At the temple there were lots of signs that said "observe silence please". This is undoubtedly the last thing that we did. When we entered the main prayer hall there were two people playing drums (six beats followed by a faster short beat and repeat). One of them pointed to a wierd looking plate behind him, which also had a stick next to it. Eventually I explored it and it turned out to be a painted drum as well. After some counting I finally managed to start drumming. Gargi-didi started drumming soon after me. One of the people left the room after some time and then I was lost in the rhythm. It was surprising how difficult it was: there were two possible ways of approach: counting strictly or using your feelings. I preferred counting at first, but soon discovered that even this was hard: the moment you thought about something else you'd miss the seventh beat, which was quite a sneaky thing, or you'd sound it one beat to early, which was even worse. Doing it on feeling was easier, but also here it was the case that the moment you thought about something else you'd miss the seventh beat. So the moment you managed to sound the drum right it was obvious that you were unable to think about anything else. It's quite a natural way to empty your mind of all thoughts. Of course, once you have no thoughts left also the passing of time is lost, so after an undefined period of time I moved too much for a moment and noticed that my leg was sleeping. This caused me to miss a beat and I retreated for a moment, surprisedly seeing that the sky had gone completely dark and that Gargi-didi was still drumming. That's when I updated my diary and read the papers on the wall (a plea against land mines, against the USA and against the occupation of Tibet). I tried to attract Gargi-didi's attention, but it seemed she was in a similar trance herself. Finally she stopped, and then I discovered that she wasn't in a trance at all, but that she had been competing with the other person that was drumming: they were trying to see who would maintain the rhythm the longest. Not something I would do.

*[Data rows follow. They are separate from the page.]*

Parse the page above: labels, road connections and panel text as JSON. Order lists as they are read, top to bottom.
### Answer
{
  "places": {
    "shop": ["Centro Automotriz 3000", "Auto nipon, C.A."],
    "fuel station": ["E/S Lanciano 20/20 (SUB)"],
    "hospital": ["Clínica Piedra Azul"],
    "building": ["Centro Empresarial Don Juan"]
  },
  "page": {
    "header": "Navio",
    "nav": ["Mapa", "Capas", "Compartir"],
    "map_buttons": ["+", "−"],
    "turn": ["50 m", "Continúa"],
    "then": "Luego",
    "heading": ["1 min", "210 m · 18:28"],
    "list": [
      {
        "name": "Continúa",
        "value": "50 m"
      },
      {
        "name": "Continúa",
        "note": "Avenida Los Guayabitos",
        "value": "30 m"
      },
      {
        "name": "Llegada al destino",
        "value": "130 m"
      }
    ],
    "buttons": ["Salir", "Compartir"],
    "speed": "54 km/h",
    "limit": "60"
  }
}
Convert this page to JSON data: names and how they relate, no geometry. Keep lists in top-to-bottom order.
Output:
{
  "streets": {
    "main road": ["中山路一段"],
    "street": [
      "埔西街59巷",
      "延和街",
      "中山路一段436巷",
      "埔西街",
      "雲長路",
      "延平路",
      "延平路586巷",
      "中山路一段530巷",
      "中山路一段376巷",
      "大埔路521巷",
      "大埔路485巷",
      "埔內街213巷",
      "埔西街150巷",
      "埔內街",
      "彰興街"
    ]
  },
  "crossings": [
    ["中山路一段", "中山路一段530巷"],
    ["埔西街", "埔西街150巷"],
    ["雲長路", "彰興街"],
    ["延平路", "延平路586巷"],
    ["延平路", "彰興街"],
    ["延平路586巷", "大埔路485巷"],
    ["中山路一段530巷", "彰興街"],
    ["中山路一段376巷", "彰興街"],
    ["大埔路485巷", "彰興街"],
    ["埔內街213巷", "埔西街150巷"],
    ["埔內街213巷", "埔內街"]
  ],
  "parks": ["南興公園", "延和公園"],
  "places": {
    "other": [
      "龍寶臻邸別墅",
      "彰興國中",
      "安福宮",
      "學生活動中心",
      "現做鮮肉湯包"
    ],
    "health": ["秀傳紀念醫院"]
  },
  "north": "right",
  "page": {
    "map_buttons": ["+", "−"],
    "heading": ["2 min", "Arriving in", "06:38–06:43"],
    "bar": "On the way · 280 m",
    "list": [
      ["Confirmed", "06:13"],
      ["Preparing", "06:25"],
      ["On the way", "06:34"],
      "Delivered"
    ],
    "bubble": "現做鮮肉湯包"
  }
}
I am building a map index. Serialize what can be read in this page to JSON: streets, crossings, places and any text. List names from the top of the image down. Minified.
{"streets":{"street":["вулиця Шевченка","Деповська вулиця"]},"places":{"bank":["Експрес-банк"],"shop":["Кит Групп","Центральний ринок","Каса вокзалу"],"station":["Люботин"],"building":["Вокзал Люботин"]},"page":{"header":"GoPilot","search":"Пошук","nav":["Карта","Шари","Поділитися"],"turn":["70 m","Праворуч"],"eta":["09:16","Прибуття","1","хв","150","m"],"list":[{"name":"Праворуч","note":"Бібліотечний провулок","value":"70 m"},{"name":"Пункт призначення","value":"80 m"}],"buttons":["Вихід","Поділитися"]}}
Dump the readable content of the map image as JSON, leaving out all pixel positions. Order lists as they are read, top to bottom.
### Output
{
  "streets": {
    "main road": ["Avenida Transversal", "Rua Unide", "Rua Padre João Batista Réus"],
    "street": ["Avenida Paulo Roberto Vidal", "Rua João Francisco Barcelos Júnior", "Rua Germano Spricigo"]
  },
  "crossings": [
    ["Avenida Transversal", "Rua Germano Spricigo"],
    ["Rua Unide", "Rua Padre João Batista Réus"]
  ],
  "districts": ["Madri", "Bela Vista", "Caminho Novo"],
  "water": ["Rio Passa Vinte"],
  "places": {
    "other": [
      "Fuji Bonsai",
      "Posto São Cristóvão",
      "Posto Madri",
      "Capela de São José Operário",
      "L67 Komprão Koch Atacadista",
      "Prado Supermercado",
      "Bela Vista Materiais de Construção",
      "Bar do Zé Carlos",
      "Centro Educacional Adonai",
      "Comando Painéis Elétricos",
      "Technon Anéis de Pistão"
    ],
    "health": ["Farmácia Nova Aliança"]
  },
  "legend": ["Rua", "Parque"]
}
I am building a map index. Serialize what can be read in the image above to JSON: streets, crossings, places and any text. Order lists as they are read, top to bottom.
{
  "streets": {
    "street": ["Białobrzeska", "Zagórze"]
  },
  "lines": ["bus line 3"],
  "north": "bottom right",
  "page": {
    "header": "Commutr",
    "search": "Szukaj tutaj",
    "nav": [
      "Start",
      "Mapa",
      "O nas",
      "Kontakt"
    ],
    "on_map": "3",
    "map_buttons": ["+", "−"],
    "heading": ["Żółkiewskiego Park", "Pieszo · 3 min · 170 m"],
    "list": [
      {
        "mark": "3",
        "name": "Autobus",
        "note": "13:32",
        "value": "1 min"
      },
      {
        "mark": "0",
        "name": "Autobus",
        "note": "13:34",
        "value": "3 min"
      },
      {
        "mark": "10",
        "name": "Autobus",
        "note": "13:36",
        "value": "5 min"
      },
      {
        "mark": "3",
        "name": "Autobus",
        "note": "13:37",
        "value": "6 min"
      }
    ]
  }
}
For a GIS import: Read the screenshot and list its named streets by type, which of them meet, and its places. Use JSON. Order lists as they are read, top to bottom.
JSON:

The men playing the drums made it slightly more difficult for themselves, as they also prayed a mantra while they were drumming. The mantra was NA MU MYO HO REN GE KYO. At first I was just looking at this, but then suddenly I realised it was quite familiar to me. I checked my notebook and yes, there it was: the first page, the trip to Seattle, mentioned Nancy from the game shop where I bought my Star Trek cards to say that NAM (devotion) MYO HO (mysitc law) RENGE (cause and effect) KYO (Sutras teaching of Buddah) was the way Tina Turner stayed young. She was still quite young for her age too. From the size of my notebook I already realised that this would be the last trip I'd describe in it, so it was quite amazing to see this loop. Pure coincidence, of course.
The peace pagoda itself is quite new and beautiful, with many golden coloured plates that explain the life of Buddha. Gargi-didi complained, however, that these plates weren't in the correct order. We ate at a Texan/Mexican restaurant, but the food tasted Indian as usual. The place claimed an exclusive atmosphere. This was undoubtedly correct, I doubt any place had such a unique atmosphere. I doubt I'll visit it again. Dinner we had at a bakery (Glanary's) where they had pizza and lots of useful food that we took with us for the trekking trip. We also shopped for tea and sugar and chocolates and fruits for during this trip. We also bought some packaged soup.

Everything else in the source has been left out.